What is needed is a faithful copy of all the records.

----------

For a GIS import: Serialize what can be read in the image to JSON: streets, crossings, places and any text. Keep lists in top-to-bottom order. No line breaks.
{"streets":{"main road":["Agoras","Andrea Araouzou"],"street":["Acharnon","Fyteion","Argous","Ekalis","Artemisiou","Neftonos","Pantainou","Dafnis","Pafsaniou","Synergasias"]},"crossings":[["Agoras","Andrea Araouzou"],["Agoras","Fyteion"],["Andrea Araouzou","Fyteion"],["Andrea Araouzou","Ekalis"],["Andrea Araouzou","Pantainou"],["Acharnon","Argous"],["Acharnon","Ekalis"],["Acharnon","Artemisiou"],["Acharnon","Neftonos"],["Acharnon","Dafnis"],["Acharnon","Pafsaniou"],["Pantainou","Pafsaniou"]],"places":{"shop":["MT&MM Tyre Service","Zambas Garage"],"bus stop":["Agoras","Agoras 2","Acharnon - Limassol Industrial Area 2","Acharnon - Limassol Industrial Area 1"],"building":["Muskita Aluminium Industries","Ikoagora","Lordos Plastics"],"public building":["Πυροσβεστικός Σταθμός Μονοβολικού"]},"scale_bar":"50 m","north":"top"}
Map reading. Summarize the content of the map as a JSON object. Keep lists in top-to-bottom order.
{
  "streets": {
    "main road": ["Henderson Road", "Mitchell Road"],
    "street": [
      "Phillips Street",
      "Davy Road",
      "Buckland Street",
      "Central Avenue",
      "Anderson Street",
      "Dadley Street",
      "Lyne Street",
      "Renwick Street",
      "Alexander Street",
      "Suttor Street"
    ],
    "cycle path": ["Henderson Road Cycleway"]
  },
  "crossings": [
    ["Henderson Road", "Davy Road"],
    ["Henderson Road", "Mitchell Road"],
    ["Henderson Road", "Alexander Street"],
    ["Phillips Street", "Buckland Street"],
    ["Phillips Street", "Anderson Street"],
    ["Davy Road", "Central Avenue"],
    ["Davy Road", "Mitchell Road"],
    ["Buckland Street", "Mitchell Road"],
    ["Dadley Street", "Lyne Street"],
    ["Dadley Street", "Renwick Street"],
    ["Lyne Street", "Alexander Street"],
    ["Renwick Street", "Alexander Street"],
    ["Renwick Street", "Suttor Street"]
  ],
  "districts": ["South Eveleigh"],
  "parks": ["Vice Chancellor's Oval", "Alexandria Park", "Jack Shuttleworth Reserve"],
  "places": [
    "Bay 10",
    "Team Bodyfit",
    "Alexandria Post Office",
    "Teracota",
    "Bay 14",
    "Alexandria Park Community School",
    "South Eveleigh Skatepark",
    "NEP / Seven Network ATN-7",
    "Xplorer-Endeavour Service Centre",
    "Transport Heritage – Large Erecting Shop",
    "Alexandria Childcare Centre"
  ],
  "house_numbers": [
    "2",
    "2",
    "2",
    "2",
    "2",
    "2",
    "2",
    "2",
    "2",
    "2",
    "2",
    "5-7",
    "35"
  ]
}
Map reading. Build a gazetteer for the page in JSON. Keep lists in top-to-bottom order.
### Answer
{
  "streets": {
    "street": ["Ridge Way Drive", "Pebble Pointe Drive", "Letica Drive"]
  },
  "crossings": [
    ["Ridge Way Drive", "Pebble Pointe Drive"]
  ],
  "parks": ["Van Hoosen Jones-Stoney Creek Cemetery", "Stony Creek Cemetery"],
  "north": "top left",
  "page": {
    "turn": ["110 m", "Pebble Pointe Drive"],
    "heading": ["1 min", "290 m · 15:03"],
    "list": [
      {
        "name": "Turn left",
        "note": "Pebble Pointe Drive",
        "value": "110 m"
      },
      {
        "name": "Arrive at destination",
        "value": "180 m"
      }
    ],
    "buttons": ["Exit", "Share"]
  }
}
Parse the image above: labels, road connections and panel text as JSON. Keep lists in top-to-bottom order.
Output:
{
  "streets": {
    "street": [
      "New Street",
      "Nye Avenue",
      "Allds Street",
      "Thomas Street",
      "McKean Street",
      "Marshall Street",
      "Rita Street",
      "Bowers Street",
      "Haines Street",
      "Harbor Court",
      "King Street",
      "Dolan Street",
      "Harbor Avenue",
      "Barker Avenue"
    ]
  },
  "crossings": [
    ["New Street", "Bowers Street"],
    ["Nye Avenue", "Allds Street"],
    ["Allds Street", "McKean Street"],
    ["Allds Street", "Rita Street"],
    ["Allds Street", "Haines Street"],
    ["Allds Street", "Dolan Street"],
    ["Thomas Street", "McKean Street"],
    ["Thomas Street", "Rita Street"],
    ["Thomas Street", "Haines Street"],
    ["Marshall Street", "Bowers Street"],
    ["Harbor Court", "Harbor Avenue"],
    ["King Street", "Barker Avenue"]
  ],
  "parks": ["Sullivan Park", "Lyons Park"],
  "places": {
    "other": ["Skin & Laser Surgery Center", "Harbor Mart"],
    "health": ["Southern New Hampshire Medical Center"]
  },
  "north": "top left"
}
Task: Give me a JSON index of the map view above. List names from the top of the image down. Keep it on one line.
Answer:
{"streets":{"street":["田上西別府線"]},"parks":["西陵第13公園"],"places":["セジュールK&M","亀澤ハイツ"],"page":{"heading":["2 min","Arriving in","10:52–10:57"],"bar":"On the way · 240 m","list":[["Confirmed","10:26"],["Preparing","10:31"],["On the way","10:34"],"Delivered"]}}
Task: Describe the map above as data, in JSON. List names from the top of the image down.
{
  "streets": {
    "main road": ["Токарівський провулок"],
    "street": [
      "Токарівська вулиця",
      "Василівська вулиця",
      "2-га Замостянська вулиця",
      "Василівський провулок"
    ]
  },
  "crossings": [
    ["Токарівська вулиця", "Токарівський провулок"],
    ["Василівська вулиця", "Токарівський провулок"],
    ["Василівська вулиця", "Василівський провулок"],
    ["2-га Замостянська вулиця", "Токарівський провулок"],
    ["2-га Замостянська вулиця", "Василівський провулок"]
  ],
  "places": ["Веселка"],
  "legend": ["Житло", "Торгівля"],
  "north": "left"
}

----------

- _SOLUTION FOR THIS EXERCISE_
For a GIS import: Serialize what can be read in the image to JSON: streets, crossings, places and any text. Keep lists in top-to-bottom order. No line breaks.
{"streets":{"main road":["Agoras","Andrea Araouzou"],"street":["Acharnon","Fyteion","Argous","Ekalis","Artemisiou","Neftonos","Pantainou","Dafnis","Pafsaniou","Synergasias"]},"crossings":[["Agoras","Andrea Araouzou"],["Agoras","Fyteion"],["Andrea Araouzou","Fyteion"],["Andrea Araouzou","Ekalis"],["Andrea Araouzou","Pantainou"],["Acharnon","Argous"],["Acharnon","Ekalis"],["Acharnon","Artemisiou"],["Acharnon","Neftonos"],["Acharnon","Dafnis"],["Acharnon","Pafsaniou"],["Pantainou","Pafsaniou"]],"places":{"shop":["MT&MM Tyre Service","Zambas Garage"],"bus stop":["Agoras","Agoras 2","Acharnon - Limassol Industrial Area 2","Acharnon - Limassol Industrial Area 1"],"building":["Muskita Aluminium Industries","Ikoagora","Lordos Plastics"],"public building":["Πυροσβεστικός Σταθμός Μονοβολικού"]},"scale_bar":"50 m","north":"top"}
Map reading. Summarize the content of the map as a JSON object. Keep lists in top-to-bottom order.
{
  "streets": {
    "main road": ["Henderson Road", "Mitchell Road"],
    "street": [
      "Phillips Street",
      "Davy Road",
      "Buckland Street",
      "Central Avenue",
      "Anderson Street",
      "Dadley Street",
      "Lyne Street",
      "Renwick Street",
      "Alexander Street",
      "Suttor Street"
    ],
    "cycle path": ["Henderson Road Cycleway"]
  },
  "crossings": [
    ["Henderson Road", "Davy Road"],
    ["Henderson Road", "Mitchell Road"],
    ["Henderson Road", "Alexander Street"],
    ["Phillips Street", "Buckland Street"],
    ["Phillips Street", "Anderson Street"],
    ["Davy Road", "Central Avenue"],
    ["Davy Road", "Mitchell Road"],
    ["Buckland Street", "Mitchell Road"],
    ["Dadley Street", "Lyne Street"],
    ["Dadley Street", "Renwick Street"],
    ["Lyne Street", "Alexander Street"],
    ["Renwick Street", "Alexander Street"],
    ["Renwick Street", "Suttor Street"]
  ],
  "districts": ["South Eveleigh"],
  "parks": ["Vice Chancellor's Oval", "Alexandria Park", "Jack Shuttleworth Reserve"],
  "places": [
    "Bay 10",
    "Team Bodyfit",
    "Alexandria Post Office",
    "Teracota",
    "Bay 14",
    "Alexandria Park Community School",
    "South Eveleigh Skatepark",
    "NEP / Seven Network ATN-7",
    "Xplorer-Endeavour Service Centre",
    "Transport Heritage – Large Erecting Shop",
    "Alexandria Childcare Centre"
  ],
  "house_numbers": [
    "2",
    "2",
    "2",
    "2",
    "2",
    "2",
    "2",
    "2",
    "2",
    "2",
    "2",
    "5-7",
    "35"
  ]
}
Map reading. Build a gazetteer for the page in JSON. Keep lists in top-to-bottom order.
### Answer
{
  "streets": {
    "street": ["Ridge Way Drive", "Pebble Pointe Drive", "Letica Drive"]
  },
  "crossings": [
    ["Ridge Way Drive", "Pebble Pointe Drive"]
  ],
  "parks": ["Van Hoosen Jones-Stoney Creek Cemetery", "Stony Creek Cemetery"],
  "north": "top left",
  "page": {
    "turn": ["110 m", "Pebble Pointe Drive"],
    "heading": ["1 min", "290 m · 15:03"],
    "list": [
      {
        "name": "Turn left",
        "note": "Pebble Pointe Drive",
        "value": "110 m"
      },
      {
        "name": "Arrive at destination",
        "value": "180 m"
      }
    ],
    "buttons": ["Exit", "Share"]
  }
}
Parse the image above: labels, road connections and panel text as JSON. Keep lists in top-to-bottom order.
Output:
{
  "streets": {
    "street": [
      "New Street",
      "Nye Avenue",
      "Allds Street",
      "Thomas Street",
      "McKean Street",
      "Marshall Street",
      "Rita Street",
      "Bowers Street",
      "Haines Street",
      "Harbor Court",
      "King Street",
      "Dolan Street",
      "Harbor Avenue",
      "Barker Avenue"
    ]
  },
  "crossings": [
    ["New Street", "Bowers Street"],
    ["Nye Avenue", "Allds Street"],
    ["Allds Street", "McKean Street"],
    ["Allds Street", "Rita Street"],
    ["Allds Street", "Haines Street"],
    ["Allds Street", "Dolan Street"],
    ["Thomas Street", "McKean Street"],
    ["Thomas Street", "Rita Street"],
    ["Thomas Street", "Haines Street"],
    ["Marshall Street", "Bowers Street"],
    ["Harbor Court", "Harbor Avenue"],
    ["King Street", "Barker Avenue"]
  ],
  "parks": ["Sullivan Park", "Lyons Park"],
  "places": {
    "other": ["Skin & Laser Surgery Center", "Harbor Mart"],
    "health": ["Southern New Hampshire Medical Center"]
  },
  "north": "top left"
}
Task: Give me a JSON index of the map view above. List names from the top of the image down. Keep it on one line.
Answer:
{"streets":{"street":["田上西別府線"]},"parks":["西陵第13公園"],"places":["セジュールK&M","亀澤ハイツ"],"page":{"heading":["2 min","Arriving in","10:52–10:57"],"bar":"On the way · 240 m","list":[["Confirmed","10:26"],["Preparing","10:31"],["On the way","10:34"],"Delivered"]}}
Task: Describe the map above as data, in JSON. List names from the top of the image down.
{
  "streets": {
    "main road": ["Токарівський провулок"],
    "street": [
      "Токарівська вулиця",
      "Василівська вулиця",
      "2-га Замостянська вулиця",
      "Василівський провулок"
    ]
  },
  "crossings": [
    ["Токарівська вулиця", "Токарівський провулок"],
    ["Василівська вулиця", "Токарівський провулок"],
    ["Василівська вулиця", "Василівський провулок"],
    ["2-га Замостянська вулиця", "Токарівський провулок"],
    ["2-га Замостянська вулиця", "Василівський провулок"]
  ],
  "places": ["Веселка"],
  "legend": ["Житло", "Торгівля"],
  "north": "left"
}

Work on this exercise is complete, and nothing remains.